Enrico Cavalli
L’AQUILA – In un suo non recente, ma mirabile saggio (Capitale, Provincia, Campagne, in AA.VV., Intellettuali e Società in Abruzzo fra le Due Guerre, Roma, Bulzoni, 1986), il prof. Umberto Dante ci dice che per i mutamenti di gerarchie territoriali indotte dall’Unità, la ‘più popolosa città abruzzese’ diventa Roma. Coloro che dal Gran Sasso alla Majella, piuttosto che dal Tronto al Trigno, a prescindere da un proprio talento di base, avessero inteso di trovare impieghi e/o un’affermazione notabilare, non potevano che sbarcare, caduta la ‘patria napoletana’, per usare un’espressione cara a Vincenzo Cuoco, nella Capitale. E di esempi, ed illustrissimi, ce ne sono a iosa ed è superfluo citarli.
Non sfugge a questa regola della matrice capitolina, per l’anoblissement personale, Italo Foschi, nativo da famiglia benestante il 7 marzo 1884 nella teramana Corropoli, uno di quei centri laboriosi e silenti che guardano al più alto massiccio appenninico, come simbolo delle sommità da scalare, nella quotidiana esistenza.

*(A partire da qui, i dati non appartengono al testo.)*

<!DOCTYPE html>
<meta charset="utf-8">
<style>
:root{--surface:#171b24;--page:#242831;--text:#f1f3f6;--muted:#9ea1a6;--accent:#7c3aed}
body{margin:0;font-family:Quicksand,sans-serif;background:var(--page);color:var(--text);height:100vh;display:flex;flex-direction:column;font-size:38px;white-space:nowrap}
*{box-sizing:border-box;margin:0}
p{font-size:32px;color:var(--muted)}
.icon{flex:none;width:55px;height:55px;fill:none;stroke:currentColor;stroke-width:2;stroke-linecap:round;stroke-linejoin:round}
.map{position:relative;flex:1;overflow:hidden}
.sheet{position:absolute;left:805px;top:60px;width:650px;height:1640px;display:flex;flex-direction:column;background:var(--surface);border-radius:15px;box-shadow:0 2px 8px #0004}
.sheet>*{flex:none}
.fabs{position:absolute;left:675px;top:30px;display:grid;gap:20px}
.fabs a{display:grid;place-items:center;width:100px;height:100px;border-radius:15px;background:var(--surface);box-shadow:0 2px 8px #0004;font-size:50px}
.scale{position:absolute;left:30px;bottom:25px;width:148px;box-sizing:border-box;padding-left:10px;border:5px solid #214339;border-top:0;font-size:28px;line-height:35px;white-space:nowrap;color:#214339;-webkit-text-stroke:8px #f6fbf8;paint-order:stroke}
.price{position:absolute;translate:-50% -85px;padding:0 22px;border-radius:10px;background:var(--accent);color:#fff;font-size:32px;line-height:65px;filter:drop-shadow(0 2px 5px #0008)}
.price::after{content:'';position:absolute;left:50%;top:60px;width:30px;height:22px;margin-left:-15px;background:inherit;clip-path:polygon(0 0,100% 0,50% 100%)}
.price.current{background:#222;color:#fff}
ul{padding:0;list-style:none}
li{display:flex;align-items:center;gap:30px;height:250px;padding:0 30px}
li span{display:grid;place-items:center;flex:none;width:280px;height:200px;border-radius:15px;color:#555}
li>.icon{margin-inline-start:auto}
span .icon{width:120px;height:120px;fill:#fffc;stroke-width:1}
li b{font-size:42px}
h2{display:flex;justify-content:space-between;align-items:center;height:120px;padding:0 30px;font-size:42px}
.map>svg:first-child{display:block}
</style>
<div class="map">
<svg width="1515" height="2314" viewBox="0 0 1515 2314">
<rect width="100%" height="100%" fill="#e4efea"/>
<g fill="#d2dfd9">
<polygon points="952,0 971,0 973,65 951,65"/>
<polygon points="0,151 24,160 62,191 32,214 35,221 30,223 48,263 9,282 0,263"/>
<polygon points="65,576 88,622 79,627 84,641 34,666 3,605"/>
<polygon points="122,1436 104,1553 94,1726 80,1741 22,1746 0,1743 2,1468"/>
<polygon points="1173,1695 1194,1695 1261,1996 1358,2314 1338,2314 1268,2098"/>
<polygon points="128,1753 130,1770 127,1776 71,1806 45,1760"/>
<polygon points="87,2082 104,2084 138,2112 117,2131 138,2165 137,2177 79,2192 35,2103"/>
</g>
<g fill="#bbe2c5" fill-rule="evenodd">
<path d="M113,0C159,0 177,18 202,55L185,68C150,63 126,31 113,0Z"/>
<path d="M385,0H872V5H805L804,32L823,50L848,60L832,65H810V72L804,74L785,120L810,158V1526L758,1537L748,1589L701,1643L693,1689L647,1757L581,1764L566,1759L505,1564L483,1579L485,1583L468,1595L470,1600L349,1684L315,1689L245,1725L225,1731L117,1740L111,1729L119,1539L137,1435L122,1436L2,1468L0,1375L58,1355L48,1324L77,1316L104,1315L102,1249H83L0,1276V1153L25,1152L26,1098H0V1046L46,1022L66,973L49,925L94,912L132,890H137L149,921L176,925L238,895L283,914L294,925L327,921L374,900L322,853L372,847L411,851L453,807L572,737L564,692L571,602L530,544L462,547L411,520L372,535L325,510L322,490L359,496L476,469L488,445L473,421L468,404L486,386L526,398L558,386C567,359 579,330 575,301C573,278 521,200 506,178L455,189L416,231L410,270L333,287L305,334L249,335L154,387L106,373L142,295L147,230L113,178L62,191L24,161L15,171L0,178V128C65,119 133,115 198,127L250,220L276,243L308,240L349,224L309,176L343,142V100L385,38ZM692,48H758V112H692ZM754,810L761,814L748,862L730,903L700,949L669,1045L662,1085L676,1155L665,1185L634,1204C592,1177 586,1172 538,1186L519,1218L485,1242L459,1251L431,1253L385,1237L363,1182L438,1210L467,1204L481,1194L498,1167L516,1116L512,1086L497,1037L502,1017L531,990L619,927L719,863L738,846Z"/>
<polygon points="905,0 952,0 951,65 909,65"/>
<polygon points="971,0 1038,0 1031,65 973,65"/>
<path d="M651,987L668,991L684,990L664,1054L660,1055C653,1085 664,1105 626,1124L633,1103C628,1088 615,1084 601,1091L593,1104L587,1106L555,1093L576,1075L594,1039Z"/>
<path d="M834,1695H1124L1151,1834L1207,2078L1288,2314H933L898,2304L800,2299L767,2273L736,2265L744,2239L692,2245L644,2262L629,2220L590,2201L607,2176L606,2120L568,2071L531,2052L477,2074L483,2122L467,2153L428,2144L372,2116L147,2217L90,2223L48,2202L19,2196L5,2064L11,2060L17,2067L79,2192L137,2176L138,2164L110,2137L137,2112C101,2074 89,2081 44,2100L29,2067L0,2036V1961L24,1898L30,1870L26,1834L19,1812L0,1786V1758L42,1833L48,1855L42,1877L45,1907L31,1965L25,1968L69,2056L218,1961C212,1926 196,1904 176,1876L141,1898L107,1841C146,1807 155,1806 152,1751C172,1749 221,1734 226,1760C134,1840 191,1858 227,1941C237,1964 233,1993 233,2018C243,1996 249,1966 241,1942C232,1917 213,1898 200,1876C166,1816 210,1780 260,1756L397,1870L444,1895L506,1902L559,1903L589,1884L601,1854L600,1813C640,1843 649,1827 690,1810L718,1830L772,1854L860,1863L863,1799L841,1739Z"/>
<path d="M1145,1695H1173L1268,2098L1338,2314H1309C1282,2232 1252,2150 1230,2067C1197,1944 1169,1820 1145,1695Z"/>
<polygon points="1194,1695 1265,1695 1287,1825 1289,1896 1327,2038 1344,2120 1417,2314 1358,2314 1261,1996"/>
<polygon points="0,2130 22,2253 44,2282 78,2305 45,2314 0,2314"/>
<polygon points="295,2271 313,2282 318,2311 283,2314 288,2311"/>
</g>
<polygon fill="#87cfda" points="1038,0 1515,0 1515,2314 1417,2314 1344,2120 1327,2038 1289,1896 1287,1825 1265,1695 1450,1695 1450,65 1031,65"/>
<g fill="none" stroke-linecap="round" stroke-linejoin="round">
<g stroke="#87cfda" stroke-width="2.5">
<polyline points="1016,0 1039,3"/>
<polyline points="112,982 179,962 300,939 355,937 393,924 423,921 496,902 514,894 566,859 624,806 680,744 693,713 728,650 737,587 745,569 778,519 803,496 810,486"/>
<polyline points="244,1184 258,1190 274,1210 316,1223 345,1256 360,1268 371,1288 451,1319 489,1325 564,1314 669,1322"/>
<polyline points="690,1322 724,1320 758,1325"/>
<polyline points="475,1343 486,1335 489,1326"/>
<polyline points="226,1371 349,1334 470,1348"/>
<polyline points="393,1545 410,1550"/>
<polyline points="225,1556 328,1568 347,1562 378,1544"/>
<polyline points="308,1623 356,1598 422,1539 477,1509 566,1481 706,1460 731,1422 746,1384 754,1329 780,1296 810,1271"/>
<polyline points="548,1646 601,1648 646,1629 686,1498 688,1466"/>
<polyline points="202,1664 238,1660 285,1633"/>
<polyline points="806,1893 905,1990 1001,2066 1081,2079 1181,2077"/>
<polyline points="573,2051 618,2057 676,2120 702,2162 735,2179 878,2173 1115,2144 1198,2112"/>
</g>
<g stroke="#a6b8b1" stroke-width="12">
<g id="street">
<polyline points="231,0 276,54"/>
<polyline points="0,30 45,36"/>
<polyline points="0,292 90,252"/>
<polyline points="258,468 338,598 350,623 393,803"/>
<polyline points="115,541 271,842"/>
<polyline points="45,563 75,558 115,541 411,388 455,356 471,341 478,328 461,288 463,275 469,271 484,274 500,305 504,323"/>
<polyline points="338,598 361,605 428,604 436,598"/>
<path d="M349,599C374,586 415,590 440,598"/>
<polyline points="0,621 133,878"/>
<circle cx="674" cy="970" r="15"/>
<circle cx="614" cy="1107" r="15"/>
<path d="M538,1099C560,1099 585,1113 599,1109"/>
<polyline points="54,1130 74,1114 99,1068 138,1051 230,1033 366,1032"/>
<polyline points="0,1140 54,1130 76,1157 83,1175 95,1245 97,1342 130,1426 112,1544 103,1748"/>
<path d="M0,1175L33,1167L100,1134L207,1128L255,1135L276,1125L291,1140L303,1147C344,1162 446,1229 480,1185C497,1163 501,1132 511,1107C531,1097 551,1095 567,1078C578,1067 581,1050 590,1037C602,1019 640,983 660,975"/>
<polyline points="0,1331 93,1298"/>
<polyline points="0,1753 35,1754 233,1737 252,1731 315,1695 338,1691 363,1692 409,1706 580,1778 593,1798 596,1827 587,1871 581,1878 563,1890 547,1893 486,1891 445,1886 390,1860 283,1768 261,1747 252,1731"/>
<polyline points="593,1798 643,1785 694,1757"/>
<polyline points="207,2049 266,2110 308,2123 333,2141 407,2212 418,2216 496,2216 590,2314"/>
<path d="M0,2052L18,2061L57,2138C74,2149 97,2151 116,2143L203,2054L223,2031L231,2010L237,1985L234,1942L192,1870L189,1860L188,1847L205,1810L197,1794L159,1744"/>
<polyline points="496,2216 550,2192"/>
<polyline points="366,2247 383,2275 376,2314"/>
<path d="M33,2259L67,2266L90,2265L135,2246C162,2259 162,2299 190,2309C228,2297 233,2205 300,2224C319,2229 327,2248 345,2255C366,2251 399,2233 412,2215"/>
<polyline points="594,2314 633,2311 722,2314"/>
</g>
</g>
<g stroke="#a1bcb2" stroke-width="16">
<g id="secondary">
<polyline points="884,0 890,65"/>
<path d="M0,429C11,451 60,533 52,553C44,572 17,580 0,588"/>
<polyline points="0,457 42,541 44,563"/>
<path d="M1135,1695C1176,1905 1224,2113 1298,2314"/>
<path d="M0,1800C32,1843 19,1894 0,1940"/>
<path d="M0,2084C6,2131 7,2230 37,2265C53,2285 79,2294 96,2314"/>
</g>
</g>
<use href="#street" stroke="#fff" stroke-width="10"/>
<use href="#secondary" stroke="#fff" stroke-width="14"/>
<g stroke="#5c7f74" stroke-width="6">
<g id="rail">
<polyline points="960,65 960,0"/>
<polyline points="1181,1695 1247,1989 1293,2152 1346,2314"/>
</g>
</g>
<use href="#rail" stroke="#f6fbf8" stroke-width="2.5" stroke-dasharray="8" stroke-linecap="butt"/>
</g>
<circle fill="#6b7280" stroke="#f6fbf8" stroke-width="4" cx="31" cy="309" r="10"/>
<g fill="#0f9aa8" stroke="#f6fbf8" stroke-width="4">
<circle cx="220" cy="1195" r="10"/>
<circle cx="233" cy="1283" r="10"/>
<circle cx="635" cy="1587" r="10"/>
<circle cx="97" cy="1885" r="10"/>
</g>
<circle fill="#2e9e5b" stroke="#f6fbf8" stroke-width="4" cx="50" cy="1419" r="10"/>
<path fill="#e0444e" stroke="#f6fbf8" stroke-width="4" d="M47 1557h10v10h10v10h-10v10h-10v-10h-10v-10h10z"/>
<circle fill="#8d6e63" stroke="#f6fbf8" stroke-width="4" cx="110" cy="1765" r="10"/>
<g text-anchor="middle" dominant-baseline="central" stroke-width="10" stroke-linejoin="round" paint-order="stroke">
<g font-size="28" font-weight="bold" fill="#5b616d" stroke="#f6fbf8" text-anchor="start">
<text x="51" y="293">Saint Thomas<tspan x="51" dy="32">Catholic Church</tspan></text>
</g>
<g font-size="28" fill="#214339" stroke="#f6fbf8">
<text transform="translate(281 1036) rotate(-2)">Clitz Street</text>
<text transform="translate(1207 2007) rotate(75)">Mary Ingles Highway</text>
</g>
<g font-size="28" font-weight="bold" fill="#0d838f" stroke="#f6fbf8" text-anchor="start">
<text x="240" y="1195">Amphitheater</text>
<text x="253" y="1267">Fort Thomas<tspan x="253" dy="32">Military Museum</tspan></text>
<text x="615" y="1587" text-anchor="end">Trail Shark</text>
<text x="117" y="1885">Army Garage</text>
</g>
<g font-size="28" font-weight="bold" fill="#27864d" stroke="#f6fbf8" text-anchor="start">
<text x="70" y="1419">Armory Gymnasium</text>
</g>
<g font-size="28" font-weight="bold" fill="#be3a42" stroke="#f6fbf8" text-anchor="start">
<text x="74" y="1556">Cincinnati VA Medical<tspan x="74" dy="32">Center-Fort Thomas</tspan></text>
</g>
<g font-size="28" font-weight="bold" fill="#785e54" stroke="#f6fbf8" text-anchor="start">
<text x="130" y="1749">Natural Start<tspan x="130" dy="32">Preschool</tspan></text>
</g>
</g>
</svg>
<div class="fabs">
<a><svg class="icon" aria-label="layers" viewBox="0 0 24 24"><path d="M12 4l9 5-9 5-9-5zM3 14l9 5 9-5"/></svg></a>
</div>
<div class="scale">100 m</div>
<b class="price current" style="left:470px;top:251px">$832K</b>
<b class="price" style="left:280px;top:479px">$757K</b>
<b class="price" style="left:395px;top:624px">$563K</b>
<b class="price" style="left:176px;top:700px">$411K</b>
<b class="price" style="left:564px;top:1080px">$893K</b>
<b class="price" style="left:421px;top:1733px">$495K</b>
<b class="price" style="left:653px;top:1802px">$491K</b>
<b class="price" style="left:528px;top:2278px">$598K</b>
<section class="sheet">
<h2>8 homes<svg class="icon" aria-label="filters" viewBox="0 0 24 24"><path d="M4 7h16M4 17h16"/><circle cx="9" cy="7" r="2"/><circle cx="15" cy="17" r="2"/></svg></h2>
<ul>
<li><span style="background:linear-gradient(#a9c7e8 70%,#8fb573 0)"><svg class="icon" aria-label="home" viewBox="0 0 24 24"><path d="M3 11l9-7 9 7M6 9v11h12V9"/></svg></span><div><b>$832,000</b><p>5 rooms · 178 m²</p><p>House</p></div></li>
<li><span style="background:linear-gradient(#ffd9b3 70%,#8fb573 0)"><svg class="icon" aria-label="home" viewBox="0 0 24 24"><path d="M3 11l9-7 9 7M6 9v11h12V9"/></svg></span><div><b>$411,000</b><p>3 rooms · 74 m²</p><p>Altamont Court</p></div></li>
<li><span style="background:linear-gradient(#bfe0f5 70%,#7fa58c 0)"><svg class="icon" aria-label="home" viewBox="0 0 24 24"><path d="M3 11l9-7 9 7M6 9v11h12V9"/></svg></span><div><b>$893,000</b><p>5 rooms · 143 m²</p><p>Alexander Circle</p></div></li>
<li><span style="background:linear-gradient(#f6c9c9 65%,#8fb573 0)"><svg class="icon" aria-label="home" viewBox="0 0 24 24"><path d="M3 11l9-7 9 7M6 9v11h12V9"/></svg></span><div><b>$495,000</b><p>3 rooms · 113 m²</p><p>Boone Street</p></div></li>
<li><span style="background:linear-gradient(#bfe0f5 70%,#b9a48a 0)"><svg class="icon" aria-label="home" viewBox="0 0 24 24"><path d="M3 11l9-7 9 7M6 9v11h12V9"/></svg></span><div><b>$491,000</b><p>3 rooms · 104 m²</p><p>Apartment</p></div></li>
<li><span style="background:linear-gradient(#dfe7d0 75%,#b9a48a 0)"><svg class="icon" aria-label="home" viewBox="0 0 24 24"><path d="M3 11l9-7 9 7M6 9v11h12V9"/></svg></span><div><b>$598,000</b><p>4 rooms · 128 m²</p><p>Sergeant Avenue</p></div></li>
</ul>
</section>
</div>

Trasferitosi coi familiari armi e bagagli a Roma ad inizio ‘900, il personaggio si laurea in Legge alla “Sapienza” nel 1906 e da brillante avvocato della Corte dei Conti passerà alla storia, più che per la sua vocazione nazionalfascista, ma dai connotati ‘di sinistra’ essendo in perenne conflitto col Duce, invece, per il suo ruolo nella politica sportiva del Ventennio: fu l’ispiratore della famosa ‘Carta di Viareggio’ del 1926, conformativa per lungo tempo di una certa visione del calcio italiano ed il regista di importanti fusioni di club, a Giulianova nel 1923 e San Benedetto del Tronto nel 1924, per finire alla grande fondazione dell’A.S. Roma, il 22 luglio 1927, in antitesi ‘popolare’ alla ’olimpica’ e liberale S.S. Lazio.
Insomma, la vicenda di Foschi si inscrive in quei gerarchi adusi a delle estrinsecazioni agonistiche, deprecabili dal pensiero di un salientissimo abruzzese, che non a caso si sottrasse ai salotti romani, quale Benedetto Croce, ma questo è un altro discorso.
Le inquietudini post ‘normalizzazione’ mussoliniana del 1925, di Foschi, dentro la Federazione fascista dell’Urbe furono una molla che lo portarono a mantenere una visibilità operativa nello sport (col favore e non malcelato di Palazzo Venezia!), una passione che incideva profondamente nella sua stessa vita, perendo, dopo l’amnistia dalle responsabilità di regime, il 20 marzo 1949 alla notizia – riportano gli annali – della sconfitta della sua A.S. Roma.
A livello locale aquilano Foschi balza agli onori della cronaca per effetto del torneo calcistico fra i ‘Giovanissimi’ giallorossi e rossoblù, a sfondo benefico per il 7 giugno ed a lui dedicato dal Roma Club di L’Aquila “Vittorio Zingarelli”: per inciso, l’intitolazione del club cittadino di tifosi romanisti è a riconoscimento non solo del nipote per parte materna di Italo Foschi, ma di colui che nel capoluogo abruzzese fu benemerito e massimo dirigente delle aziende municipalizzate ed artefice del rugby neroverde e dello sport in generale, negli anni ‘60.
Non radi gli intrecci di Foschi con l’aquilanità dal punto di vista sportivo e politico, ambedue i fronti tipici di quegli anni ruggenti: all’atto degli accorpamenti calcistici, di cui sopra, egli venne assistito dal costruttore edile Elia Federici, originario di Barete, con questa amicizia realizzatore di via dei Fori Imperiali. Una volta esautorato dalla Segreteria del fascio capitolino, fu sostituto dal rocchigiano Nino D’Aroma e poi dall’aquilanissimo Adelchi Serena, anzi, per una comune appartenenza alla corrente farinacciana, i contatti fra il futuro capo del PNF e Foschi avranno aspetti collegabili all’allestimento dell’A.S. L’Aquila in serie B dal 1934 al ‘37.
Un profilo, quello di Foschi, da meglio discettare, fuori da pregiudiziali e/o revisionismi a targhe alterne, la qualcosa spetta a chi tenta di fare storia. Invece, la cosa più importante e meritoria è che sia stato occasionato a L’Aquila un momento di riaggregazione giovanile, a favore della onlus cittadina ‘Per la Vita’, in nome soprattutto dei valori interclassisti ed idealmente apolitici dello sport.